* Assignment *
Please reproduce all entries word for word, leaving every image behind.

____

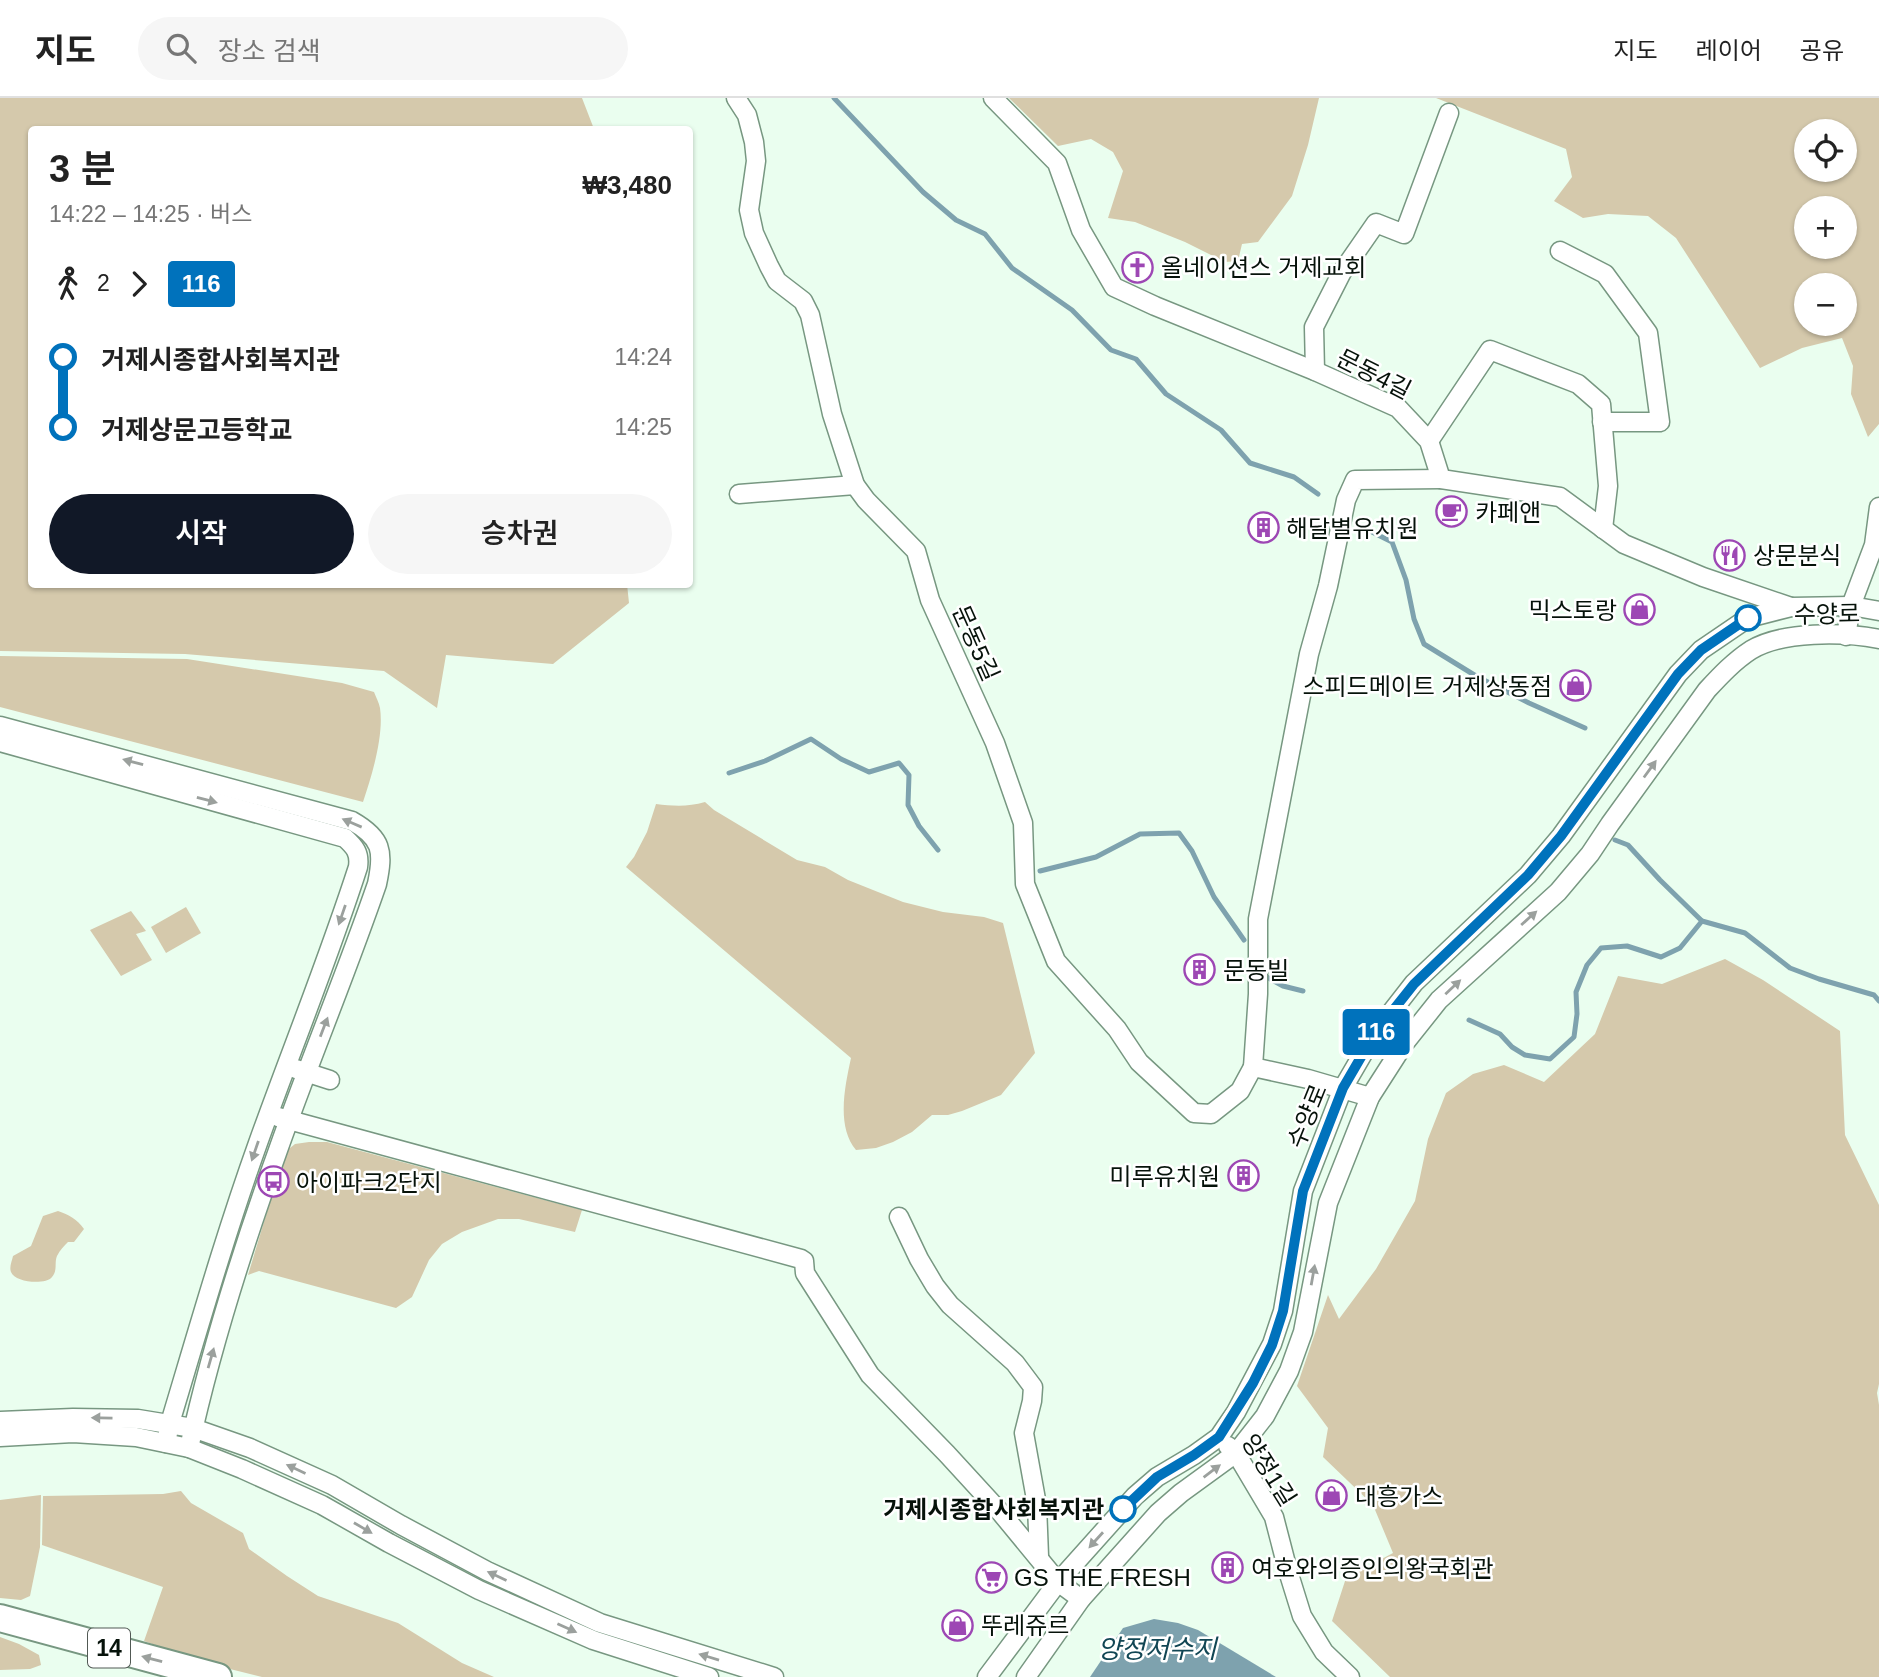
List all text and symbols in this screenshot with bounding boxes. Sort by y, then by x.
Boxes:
search box [138,17,628,80]
icon: search [162,29,200,67]
text: 지도 [35,32,96,69]
text: 장소 검색 [218,36,321,66]
text: 지도 [1613,37,1658,64]
text: 레이어 [1696,37,1762,64]
text: 공유 [1800,37,1844,64]
map controls [1794,119,1857,336]
button: locate [1794,119,1857,182]
text: 3 분 [49,148,116,190]
text: ₩3,480 [582,170,672,200]
button: + [1794,196,1857,259]
text: 14:22 – 14:25 · 버스 [49,201,252,227]
church icon: 올네이션스 거제교회 [1121,250,1155,284]
place label: 올네이션스 거제교회 [1161,254,1366,281]
icon: walk [49,265,87,303]
icon: forward [120,265,158,303]
text: 2 [97,270,110,296]
text: 116 [182,270,221,297]
button: − [1794,273,1857,336]
text: 14:24 [614,344,672,370]
street label: 문동4길 [1332,344,1416,404]
text: 거제시종합사회복지관 [101,345,340,375]
text: 14:25 [614,414,672,440]
text: 거제상문고등학교 [101,415,292,445]
button: 시작 [49,494,354,574]
button: 승차권 [368,494,672,574]
cafe icon: 카페앤 [1435,495,1469,529]
place label: 카페앤 [1475,499,1541,526]
building icon: 해달별유치원 [1246,511,1280,545]
place label: 해달별유치원 [1286,515,1418,542]
restaurant icon: 상문분식 [1713,538,1747,572]
place label: 상문분식 [1753,542,1841,569]
shop icon: 믹스토랑 [1623,593,1657,627]
place label: 믹스토랑 [1529,597,1617,624]
street label: 수양로 [1794,600,1860,628]
street label: 문동5길 [947,601,1005,685]
unlabelled marker [1735,605,1761,631]
shop icon: 스피드메이트 거제상동점 [1558,669,1592,703]
place label: 스피드메이트 거제상동점 [1302,673,1552,700]
one-way arrow [122,756,144,767]
one-way arrow [1643,760,1657,778]
one-way arrow [197,795,218,805]
one-way arrow [342,817,363,828]
one-way arrow [336,904,347,925]
one-way arrow [1520,910,1538,926]
building icon: 문동빌 [1183,953,1217,987]
place label: 문동빌 [1223,957,1289,984]
one-way arrow [1444,980,1461,996]
line badge: 116 [1336,1009,1416,1055]
one-way arrow [319,1016,330,1037]
text: 116 [1357,1018,1395,1045]
street label: 수양로 [1282,1080,1332,1152]
one-way arrow [249,1141,260,1162]
building icon: 미루유치원 [1226,1159,1260,1193]
place label: 미루유치원 [1110,1163,1220,1190]
bus stop icon: 아이파크2단지 [256,1165,290,1199]
place label: 아이파크2단지 [296,1169,442,1196]
one-way arrow [1308,1264,1319,1286]
one-way arrow [206,1347,217,1369]
one-way arrow [91,1413,113,1424]
street label: 양정1길 [1236,1429,1302,1511]
one-way arrow [286,1463,306,1475]
one-way arrow [1202,1464,1220,1479]
shop icon: 대흥가스 [1315,1479,1349,1513]
place label: 대흥가스 [1355,1483,1443,1510]
place label: 거제시종합사회복지관 [883,1496,1104,1523]
marker: 거제시종합사회복지관 [1110,1496,1136,1522]
one-way arrow [353,1522,372,1534]
one-way arrow [1088,1531,1104,1549]
building icon: 여호와의증인의왕국회관 [1211,1551,1245,1585]
place label: 여호와의증인의왕국회관 [1251,1555,1494,1582]
supermarket icon: GS THE FRESH [974,1560,1008,1594]
place label: GS THE FRESH [1014,1564,1191,1591]
one-way arrow [487,1570,507,1581]
shop icon: 뚜레쥬르 [941,1608,975,1642]
place label: 뚜레쥬르 [981,1612,1069,1639]
one-way arrow [556,1623,577,1634]
road number: 14 [88,1628,130,1667]
water label: 양정저수지 [1097,1634,1219,1664]
one-way arrow [698,1651,719,1661]
one-way arrow [141,1653,163,1664]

____

* Solution to this problem *
List all text and symbols in this screenshot with bounding boxes. Sort by y, then by x.
Boxes:
search box [138,17,628,80]
icon: search [162,29,200,67]
text: 지도 [35,32,96,69]
text: 장소 검색 [218,36,321,66]
text: 지도 [1613,37,1658,64]
text: 레이어 [1696,37,1762,64]
text: 공유 [1800,37,1844,64]
map controls [1794,119,1857,336]
button: locate [1794,119,1857,182]
text: 3 분 [49,148,116,190]
text: ₩3,480 [582,170,672,200]
button: + [1794,196,1857,259]
text: 14:22 – 14:25 · 버스 [49,201,252,227]
church icon: 올네이션스 거제교회 [1121,250,1155,284]
place label: 올네이션스 거제교회 [1161,254,1366,281]
icon: walk [49,265,87,303]
icon: forward [120,265,158,303]
text: 2 [97,270,110,296]
text: 116 [182,270,221,297]
button: − [1794,273,1857,336]
text: 14:24 [614,344,672,370]
street label: 문동4길 [1332,344,1416,404]
text: 거제시종합사회복지관 [101,345,340,375]
text: 14:25 [614,414,672,440]
text: 거제상문고등학교 [101,415,292,445]
button: 시작 [49,494,354,574]
button: 승차권 [368,494,672,574]
cafe icon: 카페앤 [1435,495,1469,529]
place label: 카페앤 [1475,499,1541,526]
building icon: 해달별유치원 [1246,511,1280,545]
place label: 해달별유치원 [1286,515,1418,542]
restaurant icon: 상문분식 [1713,538,1747,572]
place label: 상문분식 [1753,542,1841,569]
shop icon: 믹스토랑 [1623,593,1657,627]
place label: 믹스토랑 [1529,597,1617,624]
street label: 수양로 [1794,600,1860,628]
street label: 문동5길 [947,601,1005,685]
unlabelled marker [1735,605,1761,631]
shop icon: 스피드메이트 거제상동점 [1558,669,1592,703]
place label: 스피드메이트 거제상동점 [1302,673,1552,700]
one-way arrow [122,756,144,767]
one-way arrow [1643,760,1657,778]
one-way arrow [197,795,218,805]
one-way arrow [342,817,363,828]
one-way arrow [336,904,347,925]
one-way arrow [1520,910,1538,926]
building icon: 문동빌 [1183,953,1217,987]
place label: 문동빌 [1223,957,1289,984]
one-way arrow [1444,980,1461,996]
line badge: 116 [1336,1009,1416,1055]
one-way arrow [319,1016,330,1037]
text: 116 [1357,1018,1395,1045]
street label: 수양로 [1282,1080,1332,1152]
one-way arrow [249,1141,260,1162]
building icon: 미루유치원 [1226,1159,1260,1193]
place label: 미루유치원 [1110,1163,1220,1190]
bus stop icon: 아이파크2단지 [256,1165,290,1199]
place label: 아이파크2단지 [296,1169,442,1196]
one-way arrow [1308,1264,1319,1286]
one-way arrow [206,1347,217,1369]
one-way arrow [91,1413,113,1424]
street label: 양정1길 [1236,1429,1302,1511]
one-way arrow [286,1463,306,1475]
one-way arrow [1202,1464,1220,1479]
shop icon: 대흥가스 [1315,1479,1349,1513]
place label: 대흥가스 [1355,1483,1443,1510]
place label: 거제시종합사회복지관 [883,1496,1104,1523]
marker: 거제시종합사회복지관 [1110,1496,1136,1522]
one-way arrow [353,1522,372,1534]
one-way arrow [1088,1531,1104,1549]
building icon: 여호와의증인의왕국회관 [1211,1551,1245,1585]
place label: 여호와의증인의왕국회관 [1251,1555,1494,1582]
supermarket icon: GS THE FRESH [974,1560,1008,1594]
place label: GS THE FRESH [1014,1564,1191,1591]
one-way arrow [487,1570,507,1581]
shop icon: 뚜레쥬르 [941,1608,975,1642]
place label: 뚜레쥬르 [981,1612,1069,1639]
one-way arrow [556,1623,577,1634]
road number: 14 [88,1628,130,1667]
water label: 양정저수지 [1097,1634,1219,1664]
one-way arrow [698,1651,719,1661]
one-way arrow [141,1653,163,1664]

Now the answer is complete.